Hopefully I’m not alone when it comes to having mixed feelings about Christmas parties. My first glance at the table of hors d’ouevres will tip me off as to what type of evening it will be. If there are plates of celery and carrot sticks then I am hard-pressed not to turn around and barge back through the door out into the cold night air, taking my bottle of wine and six-pack of beer with me, of course. My wife will stay at the party without me, no question. One of the first warnings I received about what awaited me in my future life of marital bliss came from, of all people, my mother-in-law, who herself has rubbed me the wrong way on more than one occasion. My wife Brenda grew up in New Brunswick, but that doesn’t mean she had to live there. “Brenda never missed a party between Saint John and Montreal,” her disapproving, tee-totalling mother warned me.
“If you want to get invited to parties, then you have to give them,” is Brenda’s practical philosophy. This wonderful way-of-thinking has led me into a lifetime of grudging party participation, mostly cleaning bathrooms, and post-party clean-up, mostly washing dishes at 2 a.m. And we were never talented enough hosts to limit ourselves to an all-inclusive, invite everyone -you- know- whether-they-come-from-the- neighbourhood- or work or- the yoga class type of party. Usually those parties don’t work for me. The only one who can pull off a big festive celebration is our friend Nancy, whose cooking skills and hostessing charm are right-off-the-charts and out- of- this- world. For Brenda and me it has to be kiss-based. Keep-It-Simple-Stupid.
Nor do we have the means to hire a catering company, like some of our more well-heeled Glebe neighbours do. Which means the grunt labour is all ours, unless some of the guests want to pitch in, which often happens. And then of course you also find the guests from hell. Like our neighbour Meaghan.
We had her gang over a couple of weeks ago.

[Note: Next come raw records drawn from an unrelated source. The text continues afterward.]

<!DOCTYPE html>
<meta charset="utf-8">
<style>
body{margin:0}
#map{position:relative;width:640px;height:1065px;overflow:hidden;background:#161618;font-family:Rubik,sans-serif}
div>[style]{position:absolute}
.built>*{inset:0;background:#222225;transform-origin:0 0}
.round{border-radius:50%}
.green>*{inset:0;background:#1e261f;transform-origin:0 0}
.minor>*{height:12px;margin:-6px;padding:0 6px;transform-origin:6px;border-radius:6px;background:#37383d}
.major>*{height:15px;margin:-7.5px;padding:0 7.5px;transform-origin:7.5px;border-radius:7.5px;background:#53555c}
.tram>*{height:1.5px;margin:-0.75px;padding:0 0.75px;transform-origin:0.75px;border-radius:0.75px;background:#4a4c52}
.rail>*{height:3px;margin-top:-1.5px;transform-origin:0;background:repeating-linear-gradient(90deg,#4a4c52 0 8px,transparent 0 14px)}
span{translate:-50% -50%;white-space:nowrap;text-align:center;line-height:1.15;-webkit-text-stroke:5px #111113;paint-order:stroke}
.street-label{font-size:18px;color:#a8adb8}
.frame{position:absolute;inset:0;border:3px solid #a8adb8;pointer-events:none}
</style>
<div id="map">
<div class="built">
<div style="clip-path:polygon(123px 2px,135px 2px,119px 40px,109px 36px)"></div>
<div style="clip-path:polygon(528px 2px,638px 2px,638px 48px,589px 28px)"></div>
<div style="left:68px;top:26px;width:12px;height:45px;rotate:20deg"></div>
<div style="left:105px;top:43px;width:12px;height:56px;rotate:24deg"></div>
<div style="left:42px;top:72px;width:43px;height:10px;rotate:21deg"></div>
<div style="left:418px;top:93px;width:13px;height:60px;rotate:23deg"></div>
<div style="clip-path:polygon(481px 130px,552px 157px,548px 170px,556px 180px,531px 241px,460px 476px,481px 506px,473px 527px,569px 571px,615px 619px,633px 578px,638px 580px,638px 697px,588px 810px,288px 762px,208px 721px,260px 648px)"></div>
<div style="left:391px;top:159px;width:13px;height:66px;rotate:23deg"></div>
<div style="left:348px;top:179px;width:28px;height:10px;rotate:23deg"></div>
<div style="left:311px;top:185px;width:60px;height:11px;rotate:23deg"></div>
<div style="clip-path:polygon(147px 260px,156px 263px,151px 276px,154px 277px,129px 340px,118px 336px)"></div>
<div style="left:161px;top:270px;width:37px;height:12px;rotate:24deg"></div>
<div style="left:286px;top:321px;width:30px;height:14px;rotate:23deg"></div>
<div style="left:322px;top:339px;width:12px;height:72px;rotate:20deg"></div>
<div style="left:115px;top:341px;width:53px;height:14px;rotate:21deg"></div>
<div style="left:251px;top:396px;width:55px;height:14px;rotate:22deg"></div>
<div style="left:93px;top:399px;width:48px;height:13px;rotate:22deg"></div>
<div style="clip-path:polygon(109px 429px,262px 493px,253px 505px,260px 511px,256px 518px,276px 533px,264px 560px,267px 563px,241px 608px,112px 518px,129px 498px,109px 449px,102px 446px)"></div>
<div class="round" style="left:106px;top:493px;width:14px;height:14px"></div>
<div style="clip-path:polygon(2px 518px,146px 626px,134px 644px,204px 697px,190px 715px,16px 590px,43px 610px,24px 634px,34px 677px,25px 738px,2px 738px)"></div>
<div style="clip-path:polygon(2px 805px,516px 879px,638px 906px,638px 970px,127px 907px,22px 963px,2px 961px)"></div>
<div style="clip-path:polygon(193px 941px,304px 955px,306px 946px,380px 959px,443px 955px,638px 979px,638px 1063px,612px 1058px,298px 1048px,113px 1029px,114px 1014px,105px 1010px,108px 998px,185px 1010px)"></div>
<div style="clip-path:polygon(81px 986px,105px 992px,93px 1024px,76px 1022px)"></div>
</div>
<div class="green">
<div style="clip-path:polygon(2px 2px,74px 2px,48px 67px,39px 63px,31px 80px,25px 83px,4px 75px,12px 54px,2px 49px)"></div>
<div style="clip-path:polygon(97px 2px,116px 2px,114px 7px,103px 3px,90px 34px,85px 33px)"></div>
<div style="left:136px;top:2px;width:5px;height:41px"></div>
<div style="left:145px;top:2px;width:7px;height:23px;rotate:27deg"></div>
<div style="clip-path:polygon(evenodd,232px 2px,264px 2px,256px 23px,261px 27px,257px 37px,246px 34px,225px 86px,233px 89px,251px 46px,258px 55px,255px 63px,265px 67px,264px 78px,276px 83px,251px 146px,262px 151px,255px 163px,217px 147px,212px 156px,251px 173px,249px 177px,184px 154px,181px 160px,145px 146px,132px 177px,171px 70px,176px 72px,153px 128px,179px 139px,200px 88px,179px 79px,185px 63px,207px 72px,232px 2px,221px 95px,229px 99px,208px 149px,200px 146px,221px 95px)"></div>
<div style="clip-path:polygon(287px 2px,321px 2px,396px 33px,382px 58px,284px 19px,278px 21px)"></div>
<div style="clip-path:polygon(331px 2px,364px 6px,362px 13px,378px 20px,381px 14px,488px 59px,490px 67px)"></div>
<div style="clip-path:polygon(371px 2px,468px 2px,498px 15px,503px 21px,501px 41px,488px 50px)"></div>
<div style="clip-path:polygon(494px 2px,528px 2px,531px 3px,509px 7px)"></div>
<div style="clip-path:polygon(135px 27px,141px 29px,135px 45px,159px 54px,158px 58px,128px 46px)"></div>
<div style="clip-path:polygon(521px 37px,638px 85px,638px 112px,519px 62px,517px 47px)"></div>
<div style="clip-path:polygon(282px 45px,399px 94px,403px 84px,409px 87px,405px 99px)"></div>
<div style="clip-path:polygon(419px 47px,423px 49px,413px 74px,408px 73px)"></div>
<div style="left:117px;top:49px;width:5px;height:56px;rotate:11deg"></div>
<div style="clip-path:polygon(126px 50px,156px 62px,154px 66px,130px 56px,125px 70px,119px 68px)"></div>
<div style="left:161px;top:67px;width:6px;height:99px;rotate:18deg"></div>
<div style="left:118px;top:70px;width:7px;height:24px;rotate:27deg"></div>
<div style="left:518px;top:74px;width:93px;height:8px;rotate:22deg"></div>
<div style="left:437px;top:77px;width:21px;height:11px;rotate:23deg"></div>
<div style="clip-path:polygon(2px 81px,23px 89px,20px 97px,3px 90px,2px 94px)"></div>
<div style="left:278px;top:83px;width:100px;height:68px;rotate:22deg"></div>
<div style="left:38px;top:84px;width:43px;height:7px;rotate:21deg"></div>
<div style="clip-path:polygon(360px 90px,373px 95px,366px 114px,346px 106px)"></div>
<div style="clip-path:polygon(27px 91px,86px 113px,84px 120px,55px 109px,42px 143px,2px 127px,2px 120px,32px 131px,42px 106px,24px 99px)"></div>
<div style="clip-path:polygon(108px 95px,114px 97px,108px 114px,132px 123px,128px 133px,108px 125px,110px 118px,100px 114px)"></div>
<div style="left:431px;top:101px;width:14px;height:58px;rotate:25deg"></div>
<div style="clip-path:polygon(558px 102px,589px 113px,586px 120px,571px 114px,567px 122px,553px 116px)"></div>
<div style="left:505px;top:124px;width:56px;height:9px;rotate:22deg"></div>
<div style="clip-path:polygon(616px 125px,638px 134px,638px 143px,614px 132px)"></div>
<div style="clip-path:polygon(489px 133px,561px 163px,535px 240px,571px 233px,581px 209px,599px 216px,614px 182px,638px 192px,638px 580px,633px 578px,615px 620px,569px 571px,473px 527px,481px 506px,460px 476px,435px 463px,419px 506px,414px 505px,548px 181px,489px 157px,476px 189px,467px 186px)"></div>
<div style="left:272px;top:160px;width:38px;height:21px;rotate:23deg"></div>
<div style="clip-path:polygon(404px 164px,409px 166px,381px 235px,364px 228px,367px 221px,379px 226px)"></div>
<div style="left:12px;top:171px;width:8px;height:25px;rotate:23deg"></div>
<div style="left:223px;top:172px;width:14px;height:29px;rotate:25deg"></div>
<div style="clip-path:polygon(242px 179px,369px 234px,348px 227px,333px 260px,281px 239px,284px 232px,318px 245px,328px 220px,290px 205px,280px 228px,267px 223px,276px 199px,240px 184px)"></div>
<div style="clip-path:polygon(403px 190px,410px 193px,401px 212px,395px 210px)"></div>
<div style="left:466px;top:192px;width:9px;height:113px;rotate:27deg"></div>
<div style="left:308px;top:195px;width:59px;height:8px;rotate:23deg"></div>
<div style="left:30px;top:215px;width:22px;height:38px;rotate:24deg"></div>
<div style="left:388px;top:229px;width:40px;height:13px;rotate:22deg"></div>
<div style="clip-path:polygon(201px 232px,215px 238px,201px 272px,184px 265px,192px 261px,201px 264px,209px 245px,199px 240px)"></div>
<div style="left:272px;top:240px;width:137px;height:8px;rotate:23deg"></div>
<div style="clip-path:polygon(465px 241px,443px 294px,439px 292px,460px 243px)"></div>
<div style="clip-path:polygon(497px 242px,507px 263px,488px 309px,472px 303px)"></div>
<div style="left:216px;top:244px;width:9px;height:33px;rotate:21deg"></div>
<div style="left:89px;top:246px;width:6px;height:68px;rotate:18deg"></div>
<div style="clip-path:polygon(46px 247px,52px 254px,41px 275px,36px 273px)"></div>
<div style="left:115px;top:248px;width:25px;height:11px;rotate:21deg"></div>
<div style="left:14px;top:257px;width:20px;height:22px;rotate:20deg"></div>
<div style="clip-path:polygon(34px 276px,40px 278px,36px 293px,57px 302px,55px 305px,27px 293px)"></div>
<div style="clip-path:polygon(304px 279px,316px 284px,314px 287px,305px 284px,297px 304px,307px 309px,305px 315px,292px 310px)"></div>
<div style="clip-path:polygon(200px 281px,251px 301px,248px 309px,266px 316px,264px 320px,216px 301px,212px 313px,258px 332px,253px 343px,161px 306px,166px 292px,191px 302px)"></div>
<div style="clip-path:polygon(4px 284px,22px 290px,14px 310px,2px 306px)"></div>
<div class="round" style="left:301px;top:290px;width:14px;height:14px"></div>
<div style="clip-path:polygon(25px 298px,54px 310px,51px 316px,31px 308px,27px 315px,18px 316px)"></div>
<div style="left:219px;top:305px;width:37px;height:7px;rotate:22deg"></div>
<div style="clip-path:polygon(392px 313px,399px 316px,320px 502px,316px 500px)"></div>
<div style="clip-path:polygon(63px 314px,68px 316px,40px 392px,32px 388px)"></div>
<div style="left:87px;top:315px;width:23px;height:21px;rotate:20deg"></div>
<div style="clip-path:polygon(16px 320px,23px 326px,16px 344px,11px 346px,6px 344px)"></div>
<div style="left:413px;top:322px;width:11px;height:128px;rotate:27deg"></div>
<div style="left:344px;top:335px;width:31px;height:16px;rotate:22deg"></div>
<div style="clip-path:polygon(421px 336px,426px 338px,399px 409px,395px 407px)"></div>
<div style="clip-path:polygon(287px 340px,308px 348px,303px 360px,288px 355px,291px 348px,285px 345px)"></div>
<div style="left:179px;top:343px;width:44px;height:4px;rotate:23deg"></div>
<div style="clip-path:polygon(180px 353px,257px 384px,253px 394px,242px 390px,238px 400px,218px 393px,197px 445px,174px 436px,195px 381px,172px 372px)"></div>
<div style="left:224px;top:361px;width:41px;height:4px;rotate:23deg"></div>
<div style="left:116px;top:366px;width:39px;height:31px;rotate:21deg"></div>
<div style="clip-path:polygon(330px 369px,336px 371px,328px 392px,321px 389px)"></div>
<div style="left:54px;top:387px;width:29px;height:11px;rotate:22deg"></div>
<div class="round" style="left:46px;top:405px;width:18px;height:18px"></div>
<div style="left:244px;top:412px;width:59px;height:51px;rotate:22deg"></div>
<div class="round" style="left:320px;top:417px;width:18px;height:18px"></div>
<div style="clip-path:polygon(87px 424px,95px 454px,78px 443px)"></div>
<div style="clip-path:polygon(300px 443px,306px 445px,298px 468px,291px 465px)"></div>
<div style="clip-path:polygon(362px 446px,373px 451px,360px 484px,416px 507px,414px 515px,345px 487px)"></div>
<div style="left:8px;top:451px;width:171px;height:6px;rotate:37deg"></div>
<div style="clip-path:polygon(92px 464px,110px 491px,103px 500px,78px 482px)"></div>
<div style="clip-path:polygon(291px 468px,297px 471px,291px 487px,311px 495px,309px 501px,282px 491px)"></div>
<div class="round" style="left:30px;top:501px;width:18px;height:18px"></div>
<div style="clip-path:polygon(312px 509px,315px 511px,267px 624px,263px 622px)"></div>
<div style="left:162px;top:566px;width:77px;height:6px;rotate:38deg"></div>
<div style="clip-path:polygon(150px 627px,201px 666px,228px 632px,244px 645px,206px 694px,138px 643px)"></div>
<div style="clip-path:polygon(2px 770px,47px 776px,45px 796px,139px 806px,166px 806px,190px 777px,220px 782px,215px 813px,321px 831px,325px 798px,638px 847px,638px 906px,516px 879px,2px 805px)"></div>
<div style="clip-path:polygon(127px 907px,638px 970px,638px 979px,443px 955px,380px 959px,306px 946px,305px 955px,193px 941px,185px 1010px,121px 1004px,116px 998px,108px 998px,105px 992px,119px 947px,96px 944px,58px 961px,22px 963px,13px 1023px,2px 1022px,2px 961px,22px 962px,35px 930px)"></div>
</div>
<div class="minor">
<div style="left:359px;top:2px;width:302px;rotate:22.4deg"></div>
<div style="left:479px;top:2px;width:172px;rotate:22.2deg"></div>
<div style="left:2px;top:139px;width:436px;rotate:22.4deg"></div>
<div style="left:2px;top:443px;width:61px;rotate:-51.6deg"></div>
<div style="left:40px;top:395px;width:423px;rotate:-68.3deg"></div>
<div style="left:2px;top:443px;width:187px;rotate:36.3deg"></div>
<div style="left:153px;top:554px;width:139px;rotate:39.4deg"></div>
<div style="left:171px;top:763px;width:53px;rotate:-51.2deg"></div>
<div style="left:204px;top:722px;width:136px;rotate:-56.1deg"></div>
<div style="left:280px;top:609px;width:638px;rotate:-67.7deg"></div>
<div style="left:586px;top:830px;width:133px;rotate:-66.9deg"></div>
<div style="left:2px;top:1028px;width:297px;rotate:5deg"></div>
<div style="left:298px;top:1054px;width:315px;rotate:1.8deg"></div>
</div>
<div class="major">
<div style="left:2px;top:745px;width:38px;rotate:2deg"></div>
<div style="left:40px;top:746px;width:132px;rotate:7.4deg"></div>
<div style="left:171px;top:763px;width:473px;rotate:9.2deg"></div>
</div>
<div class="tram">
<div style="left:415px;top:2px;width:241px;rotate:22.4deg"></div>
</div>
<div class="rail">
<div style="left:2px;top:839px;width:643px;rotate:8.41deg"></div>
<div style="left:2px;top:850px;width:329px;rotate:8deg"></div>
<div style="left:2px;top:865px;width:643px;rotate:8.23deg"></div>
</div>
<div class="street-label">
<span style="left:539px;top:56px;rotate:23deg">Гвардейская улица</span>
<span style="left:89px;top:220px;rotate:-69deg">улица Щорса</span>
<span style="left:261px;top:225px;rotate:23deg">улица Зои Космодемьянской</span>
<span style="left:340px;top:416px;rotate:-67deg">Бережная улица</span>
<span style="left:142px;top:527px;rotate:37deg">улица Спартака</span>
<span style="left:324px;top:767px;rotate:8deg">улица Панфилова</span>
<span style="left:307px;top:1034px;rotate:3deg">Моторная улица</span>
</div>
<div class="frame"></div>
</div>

Not your down-to-earth, beer-drinking, hockey-playing type of crowd. In other words, they often make me feel uncomfortable.
It was a pot-luck supper party. We do the main course, everyone else brings appetizers, salads, desserts, that type of thing. I always like to fill up on appetizers to the point where I don’t even care when and if the meal is even served. Meaghan doesn’t share my philosophy.
I had just cracked open my third beer and helped myself to whatever fancy hors d’oeuvres one of our guests had brought. (They were good, but why have I never seen potato chips out at parties since my university days?) Anyway, Meaghan figured it was time to put this show on the proper schedule.
“Don’t you think it’s time to put the meal on the table,” she inquired sweetly.
I did my best not to spew Alexander Keith all over the cheese and crackers.
“Have another hors d’oeuvre, Meaghan,” I responded. I also smiled, showing as many of my gritted, chipped teeth as I could. Isn’t that how primates show intruders that they should mind their own business ?
Meaghan must have failed Primate Communications 101 because she was back in my face not five minutes later, looking at her watch.
“I think the guests are getting hungrier,” she warned me ominously, as if she expected it would only be a matter of minutes until wine glasses were being shattered against walls in an angry protest against incompetent dinner hosts.
Anyone who knows me is aware that I abhor confrontation. Exhaling loudly to let my antagonist know that it was her fault that Happy Hour was being shut down early, I made my way to the kitchen. Remembering what I often heard happens to people’s meals when they complain in a restaurant and send their plate back to the kitchen, I kindly offered to prepare Meaghan’s plate. Wisely, she refused my offer.
God bless us, everyone. Even Meaghan.